» **ABOUT THIS TASK**
Which lines to output? The line containing "Annotation task. Give" and every line after it in the data below, each copied exactly.

Source records:
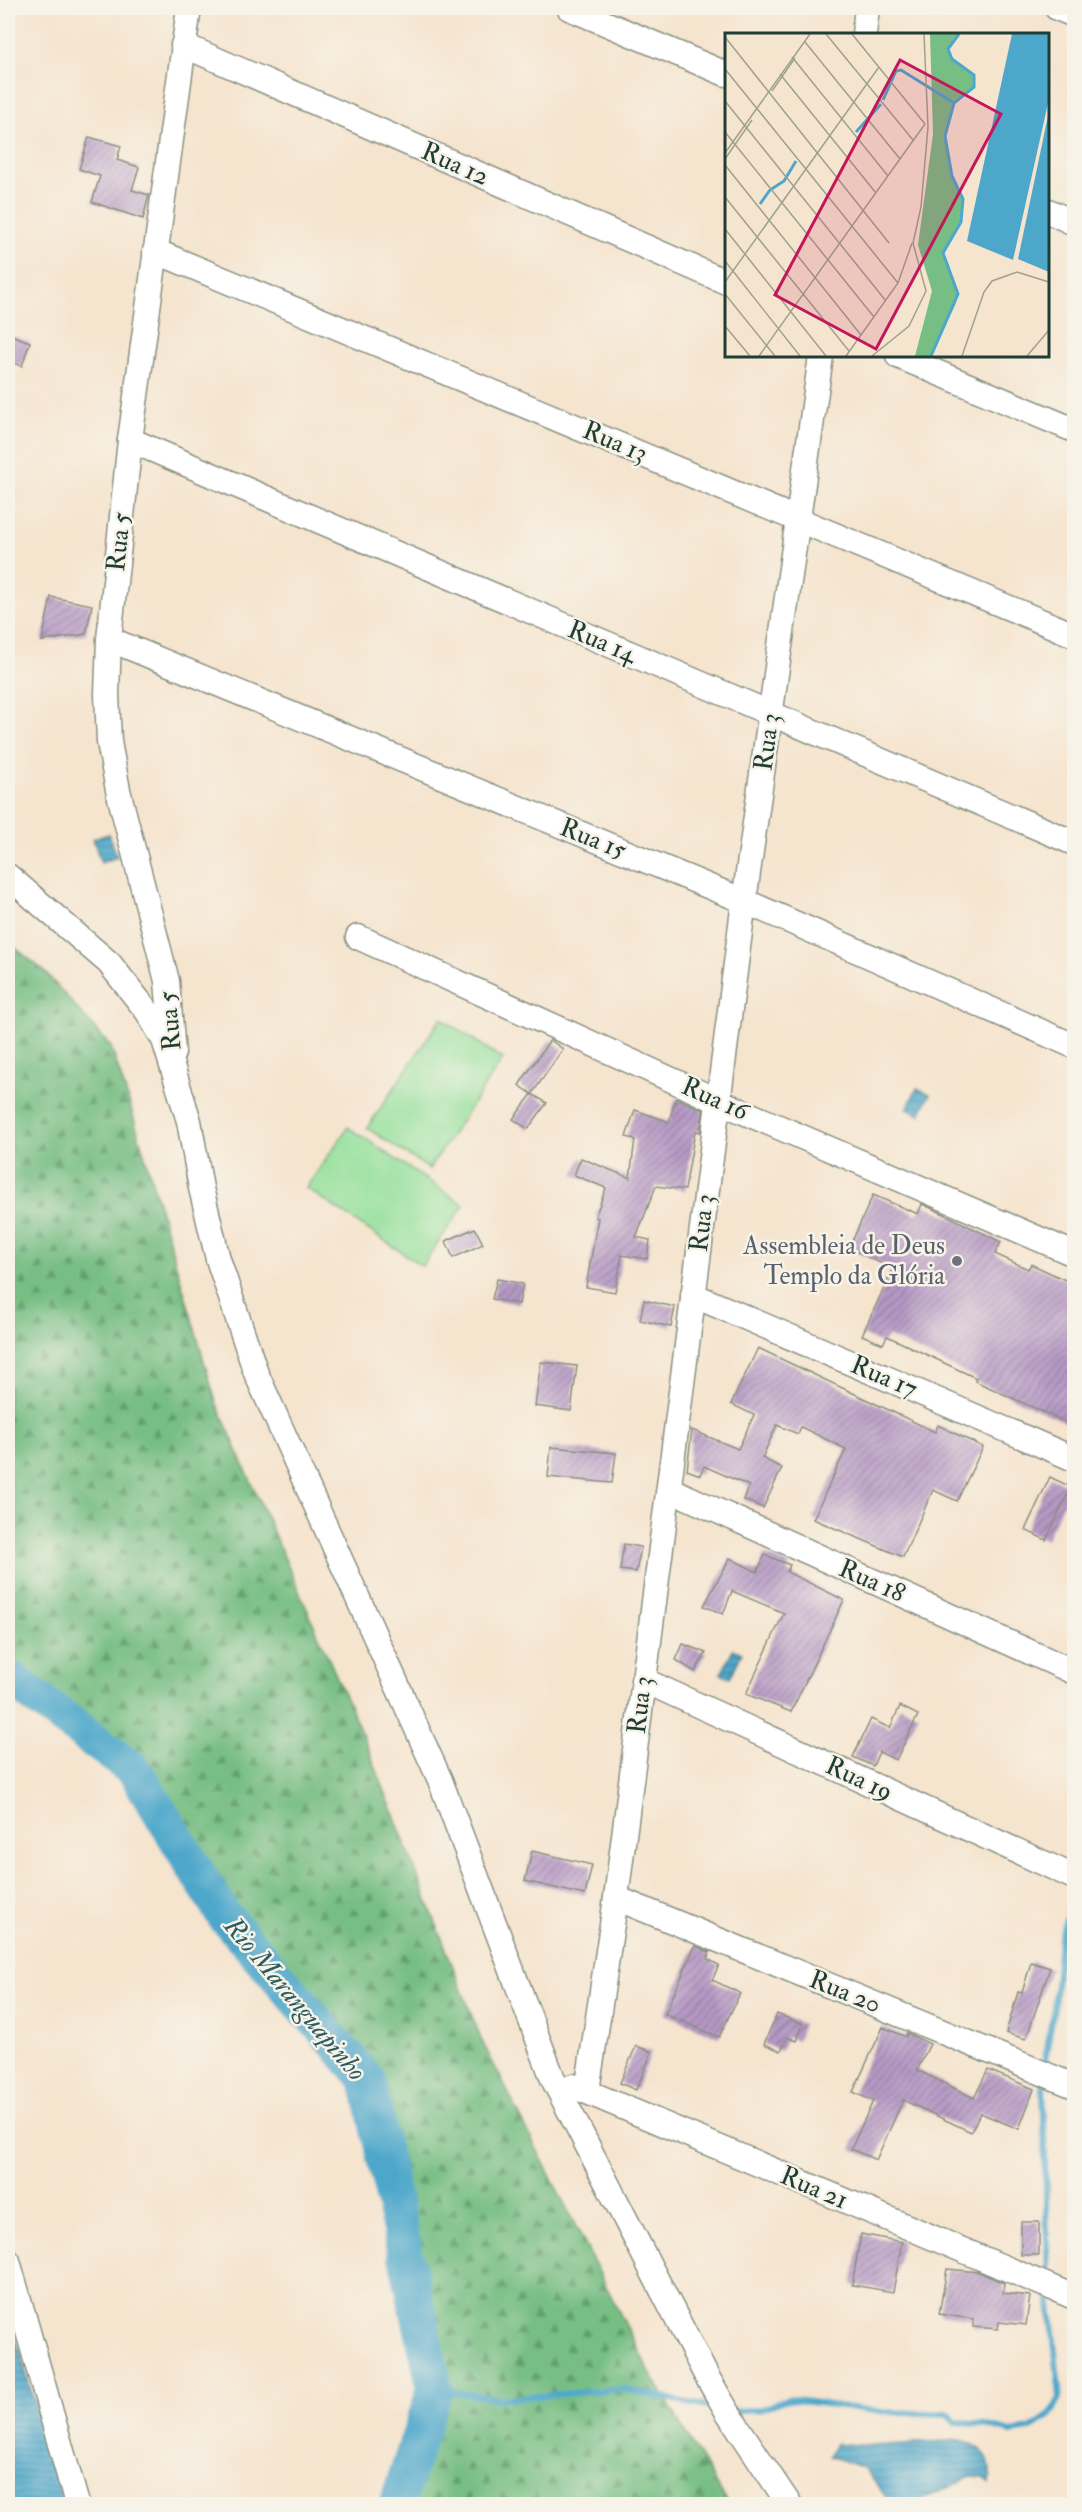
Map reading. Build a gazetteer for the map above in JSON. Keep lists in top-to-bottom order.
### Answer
{
  "streets": {
    "street": [
      "Rua 12",
      "Rua 13",
      "Rua 5",
      "Rua 14",
      "Rua 3",
      "Rua 15",
      "Rua 16",
      "Rua 17",
      "Rua 18",
      "Rua 19",
      "Rua 20",
      "Rua 21"
    ]
  },
  "crossings": [
    ["Rua 12", "Rua 5"],
    ["Rua 13", "Rua 5"],
    ["Rua 13", "Rua 3"],
    ["Rua 5", "Rua 14"],
    ["Rua 5", "Rua 15"],
    ["Rua 14", "Rua 3"],
    ["Rua 3", "Rua 15"],
    ["Rua 3", "Rua 16"],
    ["Rua 3", "Rua 17"],
    ["Rua 3", "Rua 18"],
    ["Rua 3", "Rua 19"],
    ["Rua 3", "Rua 20"],
    ["Rua 3", "Rua 21"]
  ],
  "water": ["Rio Maranguapinho"],
  "places": ["Assembleia de Deus Templo da Glória"]
}
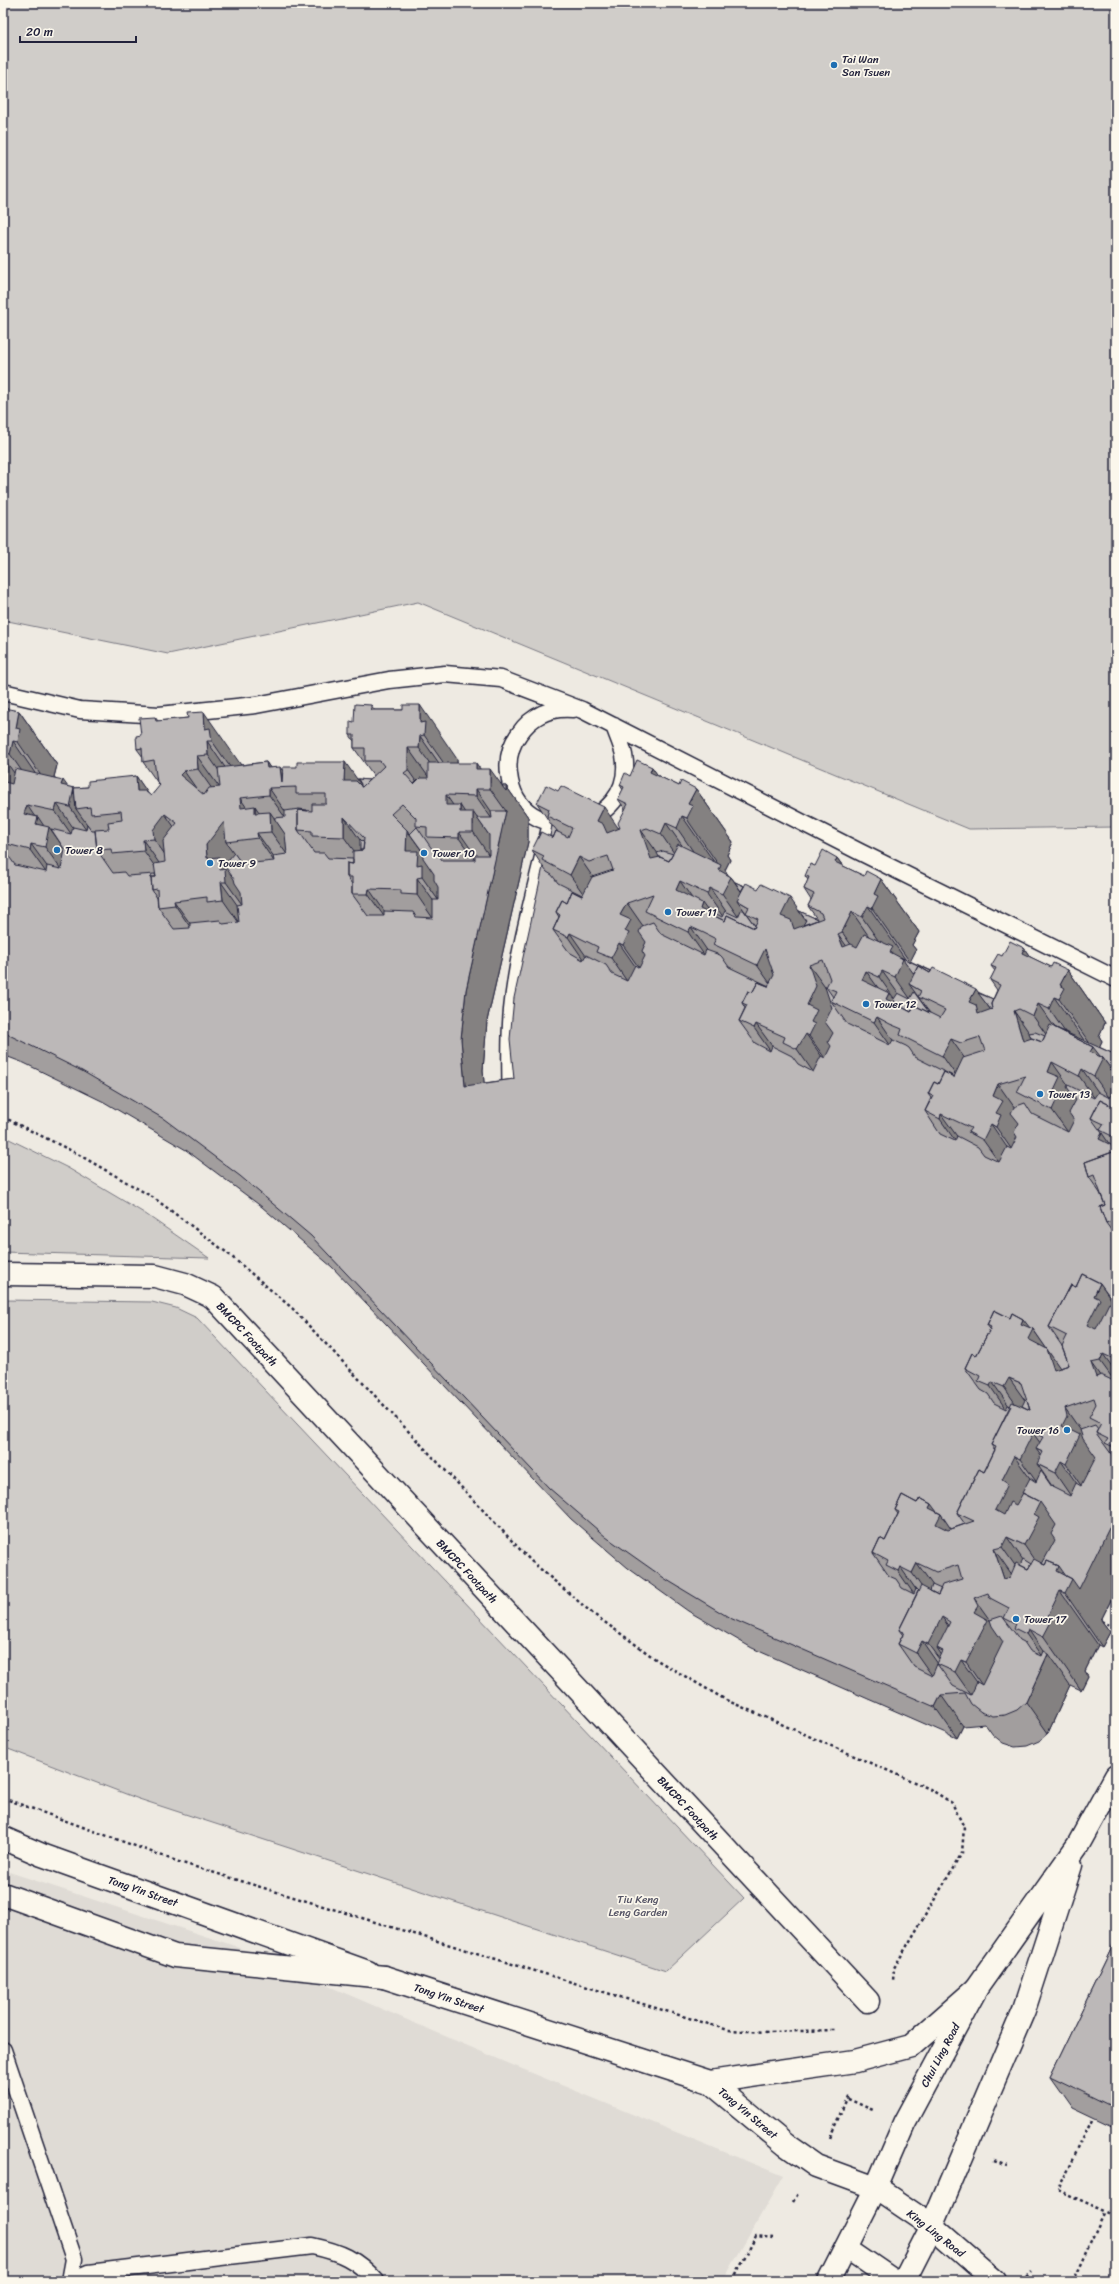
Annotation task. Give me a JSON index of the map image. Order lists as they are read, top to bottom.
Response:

» **SOLUTION BELOW**
Annotation task. Give me a JSON index of the map image. Order lists as they are read, top to bottom.
Response:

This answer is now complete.